Sunscreens should be recommended despite lack of clinical evidence
Although sunscreen use is widely assumed to protect against both sunburn and skin cancer, scientific evidence for the latter is scarce.
This could be for many reasons, including the protective spectrum of the products that are reflected in most of the studies which is significantly narrower than those found on the market today.
However, according to Professor Brian Diffey from the department of Dermatology at Newcastle University, UK, this lack of conclusive evidence to prove sunscreen efficacy should not stop us from recommending it as a preventative measure.
Recent meta-analyses of observational case control studies have demonstrated no association between sunscreen use and either the prevention of the development of malignant melanoma, writes the Professor in a recent article published in the British Journal of Dermatology.
This, he says, may be down to many factors that could confuse the results. “Sunscreens are more often used by those at risk of burning and those who are most likely to develop melanoma. On the other hand, sunscreen users may also use other methods of sun protection such as clothing and shade.”

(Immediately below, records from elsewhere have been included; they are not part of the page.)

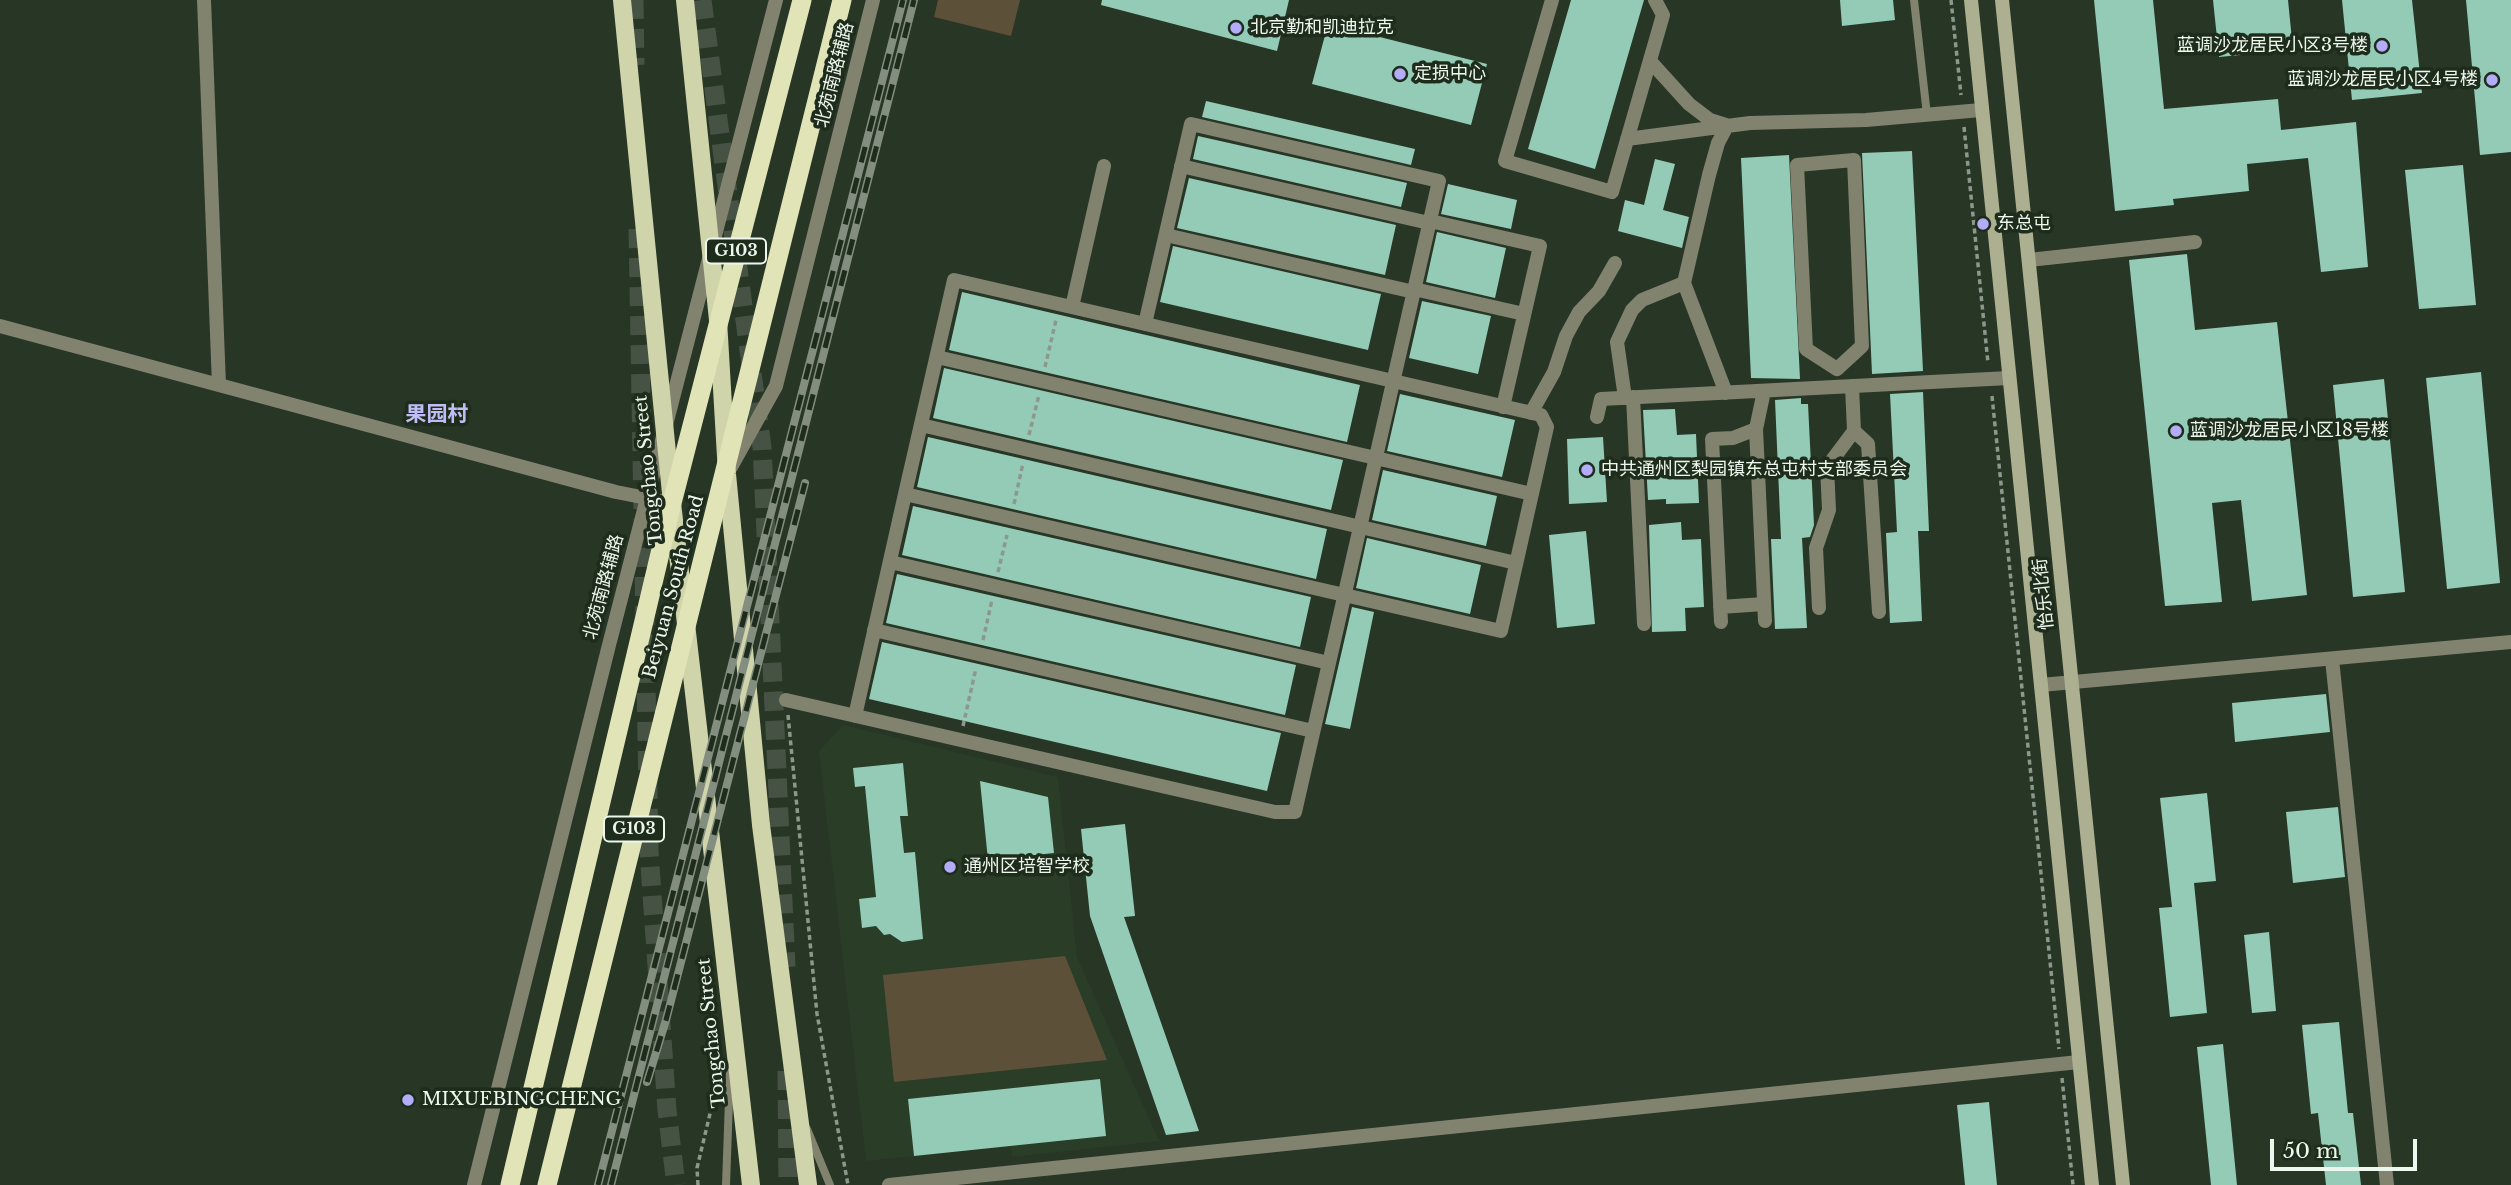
<!DOCTYPE html>
<html>
<head>
<meta charset="utf-8">
<style>
	body { margin:0 }
	#map { position:relative; width:2511px; height:1185px; overflow:hidden; background:#283626; font-family:"Libre Baskerville",serif }
	canvas { display:block }
	.scale { position:absolute; left:2270px; top:1139px; width:147px; height:32px; box-sizing:border-box; border:4px solid #eef7ed; border-top:0; padding-left:9px; font-size:21px; line-height:24px; white-space:nowrap; color:#eef7ed; -webkit-text-stroke:5px #1e2c1c; paint-order:stroke }
</style>
</head>
<body>
<div id="map">
<canvas width="2511" height="1185"></canvas>
<div class="scale">50 m</div>
</div>
<script>
const ctx = document.querySelector('canvas').getContext('2d');
ctx.lineJoin = 'round';
function paint(path, color) { ctx.fillStyle = color; ctx.fill(path, 'evenodd'); }
const poly = rows => new Path2D(rows.map(r => 'M' + r).join(''));
function stroke(path, color, width, dash) { ctx.strokeStyle = color; ctx.lineWidth = width; ctx.lineCap = dash ? 'butt' : 'round'; ctx.setLineDash(dash || []); ctx.stroke(path); }
function write(font, color, halo, rows, align = 'center') {
  ctx.font = font + ' "Libre Baskerville","Noto Sans SC",serif'; ctx.lineWidth = 7; ctx.setLineDash([]); ctx.textBaseline = 'middle'; ctx.strokeStyle = halo; ctx.fillStyle = color; for (const [text, x, y, turn = 0] of rows) {
    ctx.save(); ctx.translate(x, y); ctx.rotate((+turn || 0) * Math.PI / 180); ctx.textAlign = isNaN(turn) ? turn : align; if (halo) ctx.strokeText(text, 0, 0); ctx.fillText(text, 0, 0); ctx.restore();
  }
}
paint(poly([
	[843,725,1058,777,1077,957,1159,1141,1012,1157,1010,1146,866,1161,819,751]
]), '#2a3d27');
paint(poly([
	[938,0,1020,0,1011,36,934,17],
	[1065,956,1107,1060,894,1082,883,975]
]), '#5d5038');
paint(poly([
	[1102,0,1289,0,1277,51,1101,5],
	[1571,0,1644,0,1595,169,1528,149],
	[1840,0,1893,0,1895,20,1842,26],
	[2094,0,2153,0,2164,109,2278,99,2281,130,2356,122,2368,267,2321,272,2308,158,2247,164,2249,191,2173,199,2174,205,2115,211],
	[2213,0,2288,0,2293,50,2219,57],
	[2342,0,2412,0,2422,93,2352,100],
	[2466,0,2511,0,2511,152,2480,155],
	[1328,24,1487,64,1471,125,1312,84],
	[1206,101,1415,149,1411,165,1202,117],
	[1198,136,1407,183,1401,207,1193,159],
	[1912,151,1923,371,1872,374,1862,153],
	[1789,155,1800,379,1751,378,1741,158],
	[1655,159,1675,164,1663,210,1689,217,1682,248,1618,231,1625,200,1644,205],
	[2463,165,2476,305,2419,309,2405,170],
	[1189,178,1396,225,1385,275,1177,228],
	[1448,184,1517,200,1511,229,1441,214],
	[1437,232,1506,248,1495,298,1426,282],
	[1173,246,1381,294,1368,350,1160,302],
	[2187,254,2195,330,2277,322,2307,595,2252,601,2241,500,2212,503,2222,602,2165,606,2129,260],
	[962,292,1360,385,1347,442,949,350],
	[1422,301,1491,316,1478,374,1409,358],
	[944,368,1343,460,1331,510,933,418],
	[2481,372,2500,583,2447,589,2426,378],
	[2384,379,2405,592,2353,597,2333,385],
	[1923,392,1929,531,1918,531,1922,621,1890,623,1886,533,1897,532,1890,394],
	[1400,394,1515,420,1502,477,1387,451],
	[1801,398,1801,404,1808,404,1814,525,1810,537,1802,538,1807,628,1775,629,1771,539,1781,539,1775,400],
	[1675,409,1677,435,1696,434,1699,503,1666,504,1666,499,1648,500,1643,410],
	[928,437,1327,529,1316,579,917,487],
	[1603,437,1607,502,1569,504,1567,439],
	[1383,470,1497,496,1486,546,1372,520],
	[913,506,1311,597,1300,647,902,555],
	[1681,522,1682,540,1701,539,1704,607,1685,608,1686,631,1652,632,1649,525],
	[1586,531,1595,624,1557,628,1549,535],
	[1367,538,1481,565,1470,614,1356,588],
	[897,574,1296,665,1285,715,886,623],
	[1352,607,1374,612,1350,729,1325,724],
	[882,642,1281,733,1267,791,869,699],
	[2326,694,2330,732,2235,742,2232,703],
	[903,763,908,816,900,816,904,853,915,852,923,939,902,942,890,934,884,935,876,926,862,928,859,899,876,897,865,786,855,787,853,768],
	[980,781,1048,797,1054,853,988,860],
	[2207,793,2216,881,2194,883,2207,1013,2170,1017,2159,908,2172,907,2160,798],
	[2338,807,2345,877,2293,883,2286,812],
	[1125,824,1135,916,1124,917,1199,1131,1166,1135,1090,916,1081,829],
	[2269,932,2276,1011,2252,1013,2244,935],
	[2339,1022,2348,1113,2353,1113,2361,1185,2326,1185,2318,1113,2311,1114,2302,1025],
	[2223,1044,2237,1185,2211,1185,2197,1047],
	[1100,1079,1106,1136,914,1156,908,1099],
	[1989,1102,1997,1185,1965,1185,1957,1105]
]), '#93cbb7');
stroke(poly([
	[634,0,635,65],
	[702,0,762,447,786,967],
	[638,229,649,851,667,1110,676,1185],
	[787,1071,788,1185]
]), '#465344', 19, [19, 10]);
stroke(poly([
	[1951,0,1961,95],
	[1964,127,1988,363],
	[1045,367,1056,320],
	[1992,396,2059,1049],
	[1029,435,1039,395],
	[1014,504,1023,463],
	[998,572,1007,535],
	[983,640,992,600],
	[788,715,817,1014,848,1185],
	[963,726,976,668],
	[2062,1078,2073,1185],
	[698,1185,697,1168,714,1097]
]), '#8c988b', 3.5, [5, 3.5]);
stroke(poly([
	[1914,0,1927,115],
	[807,1129,830,1185],
	[726,1185,730,1072]
]), '#81836f', 8);
stroke(poly([
	[204,0,219,385],
	[1552,0,1505,161,1612,192,1663,15,1655,0],
	[1650,61,1689,104,1710,120,1726,125],
	[1627,139,1750,123,1866,120,1981,110],
	[1854,160,1862,346,1837,369,1806,349,1797,165,1854,160],
	[1181,166,1429,223],
	[1430,221,1540,246,1503,407],
	[1166,235,1414,292],
	[2029,260,2195,242],
	[1414,289,1524,314],
	[1072,307,1104,166],
	[0,326,616,492,672,503],
	[937,357,1532,494],
	[1764,391,1756,429,1765,621],
	[1726,393,1684,283,1709,175,1718,143,1727,126],
	[1633,397,1644,624],
	[1625,398,1617,342,1632,310,1642,300,1684,283],
	[1531,413,1554,372,1566,336,1579,312,1599,291,1615,263],
	[1597,417,1601,399,2009,378],
	[921,425,1516,563],
	[1854,431,1868,444,1879,612],
	[890,562,1329,663],
	[1720,607,1764,604],
	[1819,608,1816,548,1829,510,1827,467,1854,431,1852,386],
	[1721,622,1712,439,1733,438,1756,429],
	[874,630,1313,731],
	[2332,659,2387,1185],
	[2041,685,2511,642],
	[786,700,1275,812,1295,812,1439,181,1191,124,1145,324],
	[855,716,905,494,954,280,1541,415,1547,427,1501,631,905,494],
	[889,1185,2079,1062]
]), '#81836f', 14);
stroke(poly([
	[731,467,776,386,873,0],
	[474,1185,609,645,776,0]
]), '#81836f', 14);
stroke(poly([
	[1971,0,2092,1185],
	[2002,0,2123,1185]
]), '#adb090', 14);
stroke(poly([
	[622,0,672,503,751,1185],
	[685,0,718,320,727,474,761,825,808,1185]
]), '#d0d4aa', 18);
stroke(poly([
	[510,1185,672,503,802,0],
	[547,1185,842,0]
]), '#e0e4b6', 19);
const rail = poly([
	[647,1082,666,1020,805,483],
	[598,1185,903,0],
	[611,1185,914,0]
]);
stroke(rail, '#838e81', 8);
stroke(rail, '#1e2c1c', 5, [16]);
for (const [x, y, r, color] of [
	[1236,28,7,"#b3adf9"],
	[2382,46,7,"#b3adf9"],
	[1400,74,7,"#b3adf9"],
	[2492,80,7,"#b3adf9"],
	[1983,224,7,"#b3adf9"],
	[2176,431,7,"#b3adf9"],
	[1587,470,7,"#b3adf9"],
	[950,867,7,"#b3adf9"],
	[408,1100,7,"#b3adf9"]
]) { const dot = new Path2D(); dot.arc(x, y, r, 0, 2 * Math.PI); ctx.fillStyle = color; ctx.fill(dot); stroke(dot, '#1e2c1c', 2.5); }
for (const [x, y, w] of [
	[736,251,60],
	[634,829,60]
]) { const box = new Path2D(); box.roundRect(x - w / 2, y - 12.5, w, 25, 5); ctx.fillStyle = '#1e2c1c'; ctx.fill(box); stroke(box, '#eef7ed', 2); }
write('bold 16px', '#eef7ed', null, [
	["G103",736,251],
	["G103",634,829]
]);
write('18px', '#eef7ed', '#1e2c1c', [
	["北京勤和凯迪拉克",1250,28],
	["蓝调沙龙居民小区3号楼",2368,46,"right"],
	["定损中心",1414,74],
	["蓝调沙龙居民小区4号楼",2478,80,"right"],
	["东总屯",1997,224],
	["蓝调沙龙居民小区18号楼",2190,431],
	["中共通州区梨园镇东总屯村支部委员会",1601,470],
	["通州区培智学校",964,867],
	["MIXUEBINGCHENG",422,1100]
], 'left');
write('18px', '#eef7ed', '#1e2c1c', [
	["北苑南路辅路",835,75,-76],
	["Tongchao Street",649,470,-96],
	["北苑南路辅路",604,587,-75],
	["Beiyuan South Road",674,587,-75],
	["怡乐北街",2044,594,-96],
	["Tongchao Street",712,1033,-96]
]);
write('bold 21px', '#c0bcf5', '#1e2c1c', [
	["果园村",437,415]
]);
</script>
</body>
</html>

New generation – better protection
In addition, the UV absorbing properties of earlier generation sunscreens was much lower than those currently on the market. Using a modern day SPF 25 product would cut the UV dose to the skin of around one-third of that experienced with earlier products, according to Diffey.
Furthermore, there is data to suggest that sunscreen use does that seem to reduce solar keratoses (markers of increased risk of melanoma) and melanocytic nevi (melanoma risk markers).
According to the professor, if we can estimate the increase in melanoma risk that we incur by lying in the sun on the beach without using a broad spectrum protection product and we know the usage rates of sunscreen within a population, it is possible to estimate the number of melanoma’s that could be avoided.
In his calculations, Diffey estimates that if lying in the summer sun with no protection raises the risk of melanoma by 20 per cent compared to using protection, then 24,500 of the 200,000 cases diagnosed in a year could be saved.
Obviously varying the usage rates and using different estimations of risk would lead to very different calculations, but Difffey concludes that the numbers are significant and following a precautionary principle, sunscreen use should be recommended.
“Given that appreciable numbers of melanoma cases would be avoided if modern sunscreens proved to provide even a very modest reduction in risk, it is argued that it would be irresponsible not to encourage their use,” he concluded.
Source: British Journal of Dermatology
2009, Volume 161, Issue 3, pages 25-27
Sunscreens as a preventative measure in melanoma: an evidence-based approach or the precautionary principle?